This study adopted Biggs et al.’s (2001) most recent version of his study processes questionnaire (R-SPQ-2F). The 20-question self-reporting questionnaire uses a Likert scale format to help assess students in terms of their approaches to learning. It does this through the identification of scores regarding motives and strategies, which are accumulated to give a scale score on each scale and subscale (Table 1). The questionnaire provides scores on Deep Approach (five questions related to deep strategies and five questions related to deep motives) and scores on Surface Approach (five questions related to surface strategies and five questions related to surface motives) (for a full list of these questions and operational explanations, see Biggs et al., 2001 ). Biggs’ current version gives a researcher a clear and simple tool to provide overall scores on deep and surface learning, as well as clearly identifying motive and strategy sub-scales (Biggs et al., 2001) .

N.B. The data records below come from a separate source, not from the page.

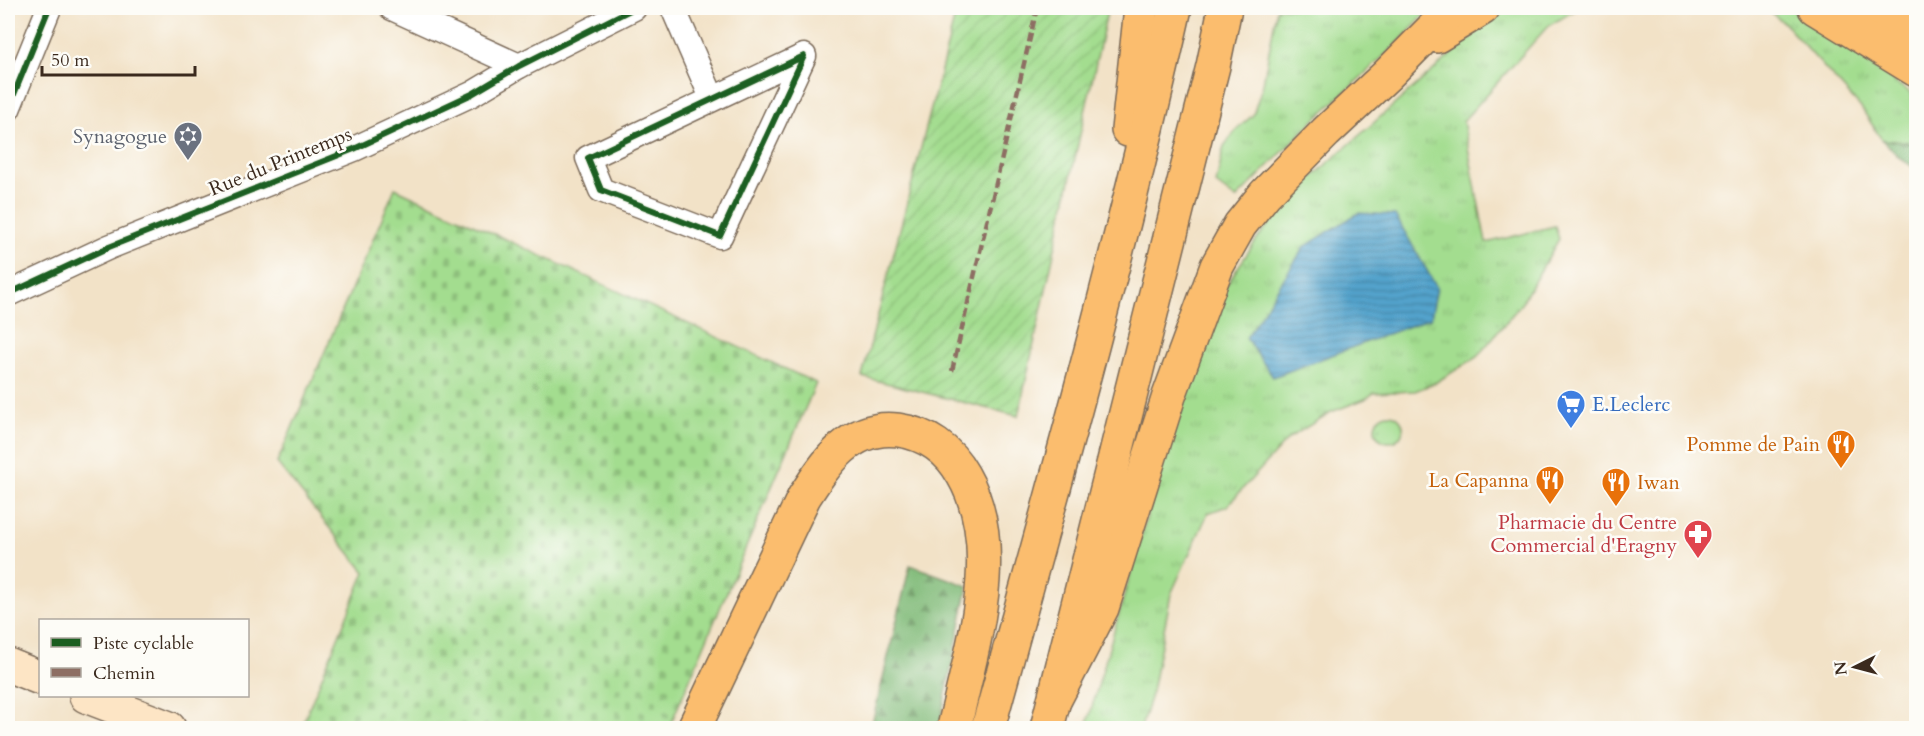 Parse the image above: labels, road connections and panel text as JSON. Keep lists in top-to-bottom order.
{
  "streets": {
    "street": ["Rue du Printemps"]
  },
  "places": {
    "synagogue": ["Synagogue"],
    "supermarket": ["E.Leclerc"],
    "restaurant": ["Pomme de Pain", "La Capanna", "Iwan"],
    "pharmacy": ["Pharmacie du Centre Commercial d'Eragny"]
  },
  "legend": ["Piste cyclable", "Chemin"],
  "scale_bar": "50 m",
  "north": "left"
}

The Biggs et al.’s 2001 (2001) study processes questionnaire formed the basis of an online survey, using the Qualtrics1 online survey tool, which targeted all Southern Cross University (SCU) students. SCU is a public university in Australia, delivering mostly three-year undergraduate degrees, postgraduate coursework and research degrees. The survey consisted of the twenty original questions from Biggs’ survey plus additional demographic questions, such as age, and gender. The University’s Human Research Ethics Committee approved the survey on 16 August 2013 (Approval Number ECN-13-214). An email alerting students to the survey was sent to all students currently enrolled at the University on Tuesday 08/27/13, with a follow up emails on the Friday 08/30/13, and Wednesday 09/04/13. The most popular time to complete the survey was 9:00 am followed closely by 10:00 am and 5:00 pm; the emails to encourage participation were sent out for the first two emails at approximately 9:00 am and the final email just prior to 5:00pm. The number of full or partially completed survey submissions was 560 out of a population of 11,881 students (population data provided by X University Student Administration).

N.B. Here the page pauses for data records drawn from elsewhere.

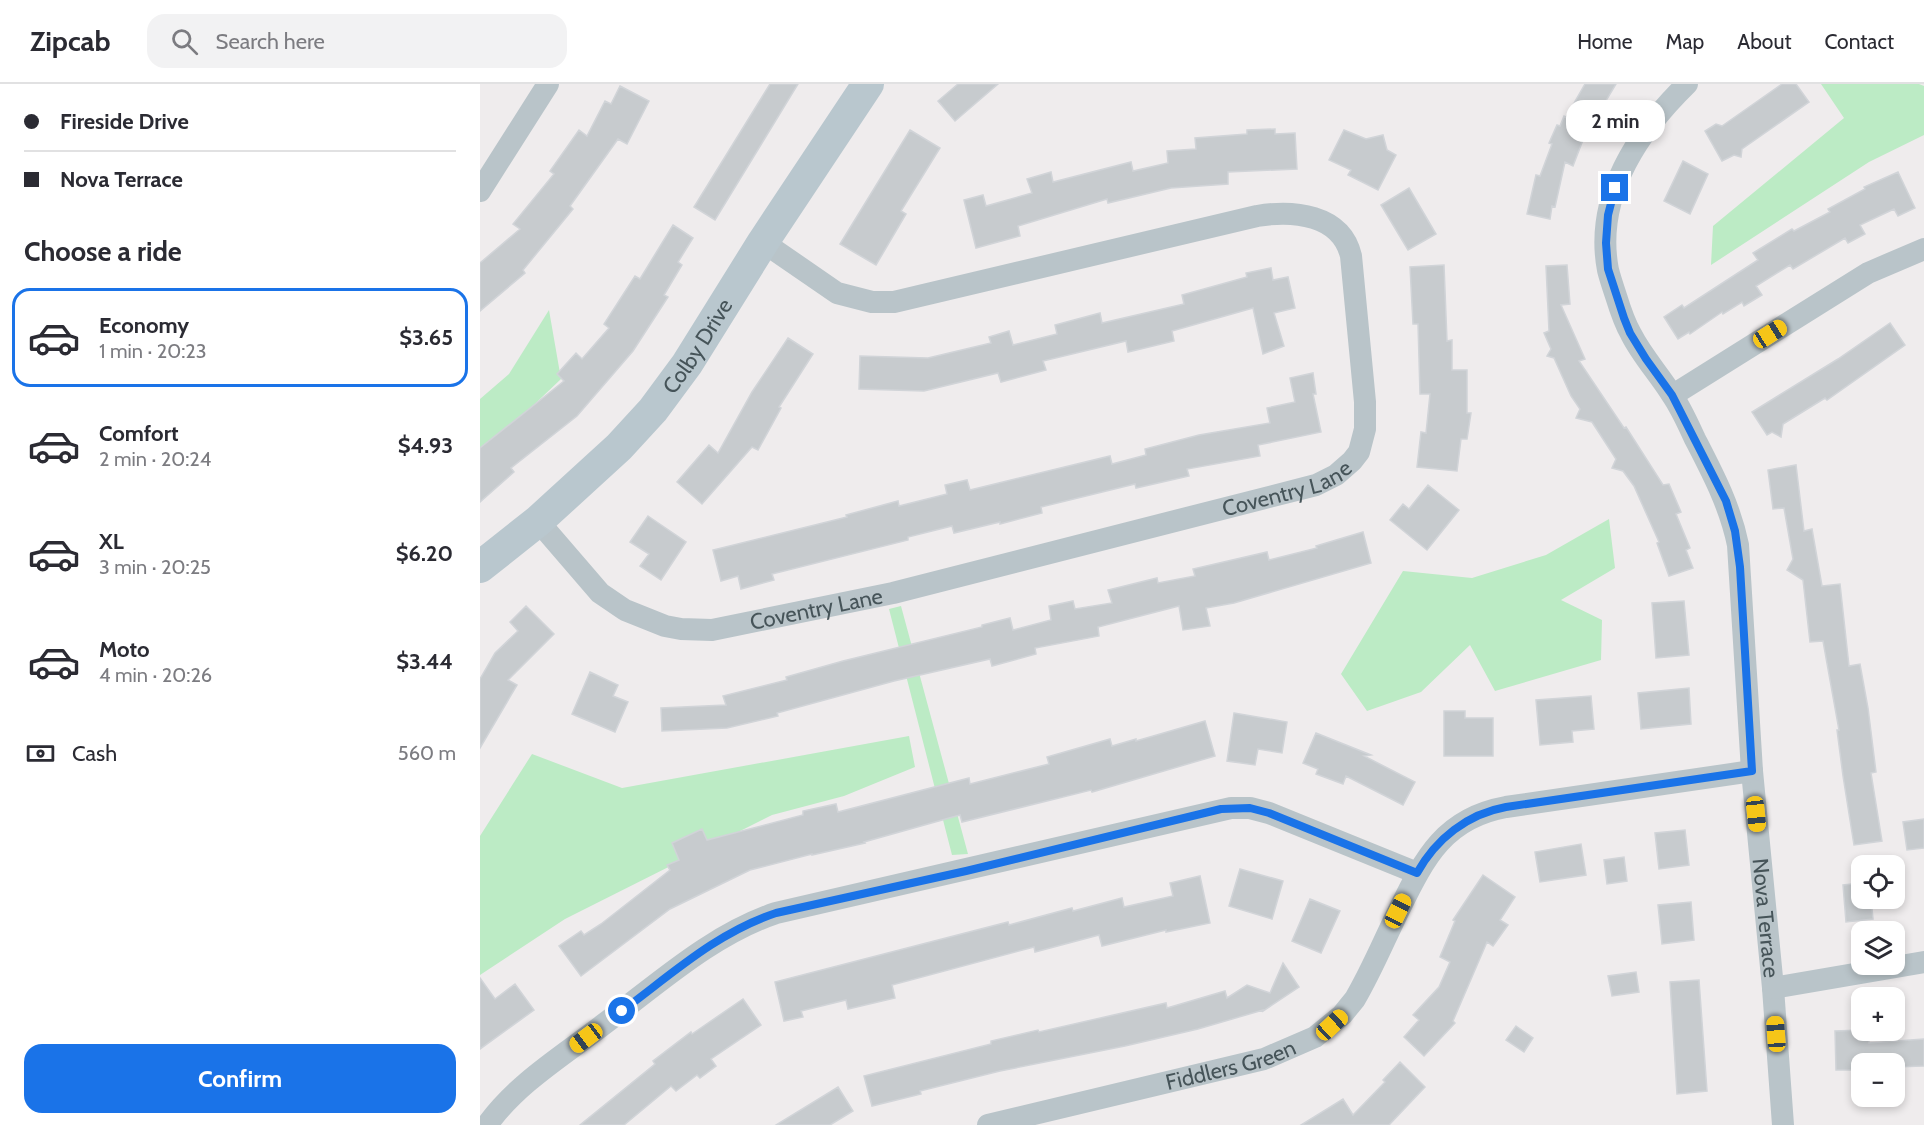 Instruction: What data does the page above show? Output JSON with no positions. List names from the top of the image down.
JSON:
{
  "streets": {
    "street": [
      "Colby Drive",
      "Coventry Lane",
      "Nova Terrace",
      "Fiddlers Green"
    ]
  },
  "crossings": [
    ["Colby Drive", "Coventry Lane"],
    ["Nova Terrace", "Fiddlers Green"]
  ],
  "page": {
    "header": "Zipcab",
    "search": "Search here",
    "nav": [
      "Home",
      "Map",
      "About",
      "Contact"
    ],
    "banner": ["Fireside Drive", "Nova Terrace"],
    "bubble": "2 min",
    "heading": "Choose a ride",
    "list": [
      {
        "name": "Economy",
        "note": "1 min · 20:23",
        "value": "$3.65"
      },
      {
        "name": "Comfort",
        "note": "2 min · 20:24",
        "value": "$4.93"
      },
      {
        "name": "XL",
        "note": "3 min · 20:25",
        "value": "$6.20"
      },
      {
        "name": "Moto",
        "note": "4 min · 20:26",
        "value": "$3.44"
      }
    ],
    "pay": ["Cash", "560 m"],
    "map_buttons": ["+", "−"],
    "buttons": "Confirm"
  }
} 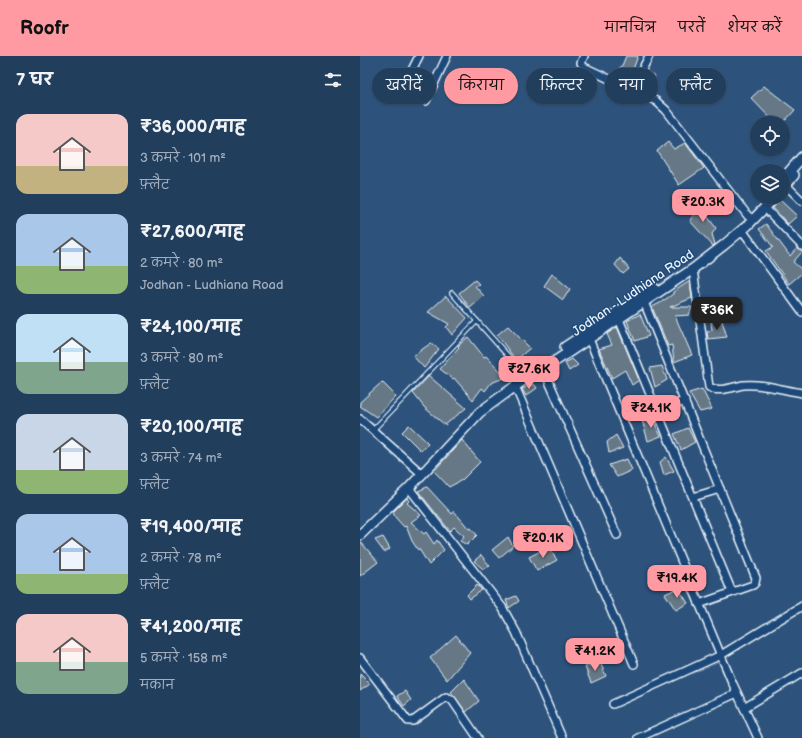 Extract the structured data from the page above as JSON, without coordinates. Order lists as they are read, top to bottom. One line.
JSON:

Analysis involved comparisons of age-related factors, using a MANOVA with the two SPQ main-scales as the dependent variables, and age classification, gender classification, as the independent factors. The final step required that the data were partitioned into subscalesof motivation and strategy indicators, and these subscales−deep motive, deep strategy, surface motive, and surface strategy―were examined using a MANOVA to determine age and gender and cohort patterns.

3. Results

Of the 560 survey completions, 504 students fully completed the survey, and therefore were used in the analysis. Students did not complete every question either because they chose not to do so, or did not have critical information. There were more females (74%) responding to the survey than males (26%). This gender ratio reflects data provided by the student administration department of the university. Of the students whom took the survey, more than 70% considered they were mature-aged. These figures are typical of the university’s demographics, with recent studies (Markopoulos, Chaseling, Petta, Lake, & Boyd, 2015) from the same university citing a high ratio of predominately female students (80%). Markopoulos et al. also report a median age 19 years old, 74% regional and remote, 64% first-in-family at university, 31% low socioeconomic, 2% Indigenous Aboriginal or Torres Strait Islander background and 1% Non-English Speaking Background. Student age groups were distributed across an age range of 17 to 71 (Figure 1). In Biggs et al. (2001) , Cronbach alpha values of 0.64 for deep approach and 0.73 for Surface Approach for the main scales were reported, levels that were considered internally consistent. In this study Cronbach alpha values of 0.86 for deep approach (CFI = 0.94) and 0.81 for surface approach (CFI = 0.92) were considered highly satisfactory (CFI = Confirmatory factor analysis). All the bar graphs in this paper show mean values with error bars of ±1 S.E. Mature-age students and usual-age students are reported categories; usual-age students refer to students that have entered university directly after high school education, whereas mature-age students include all students over 23.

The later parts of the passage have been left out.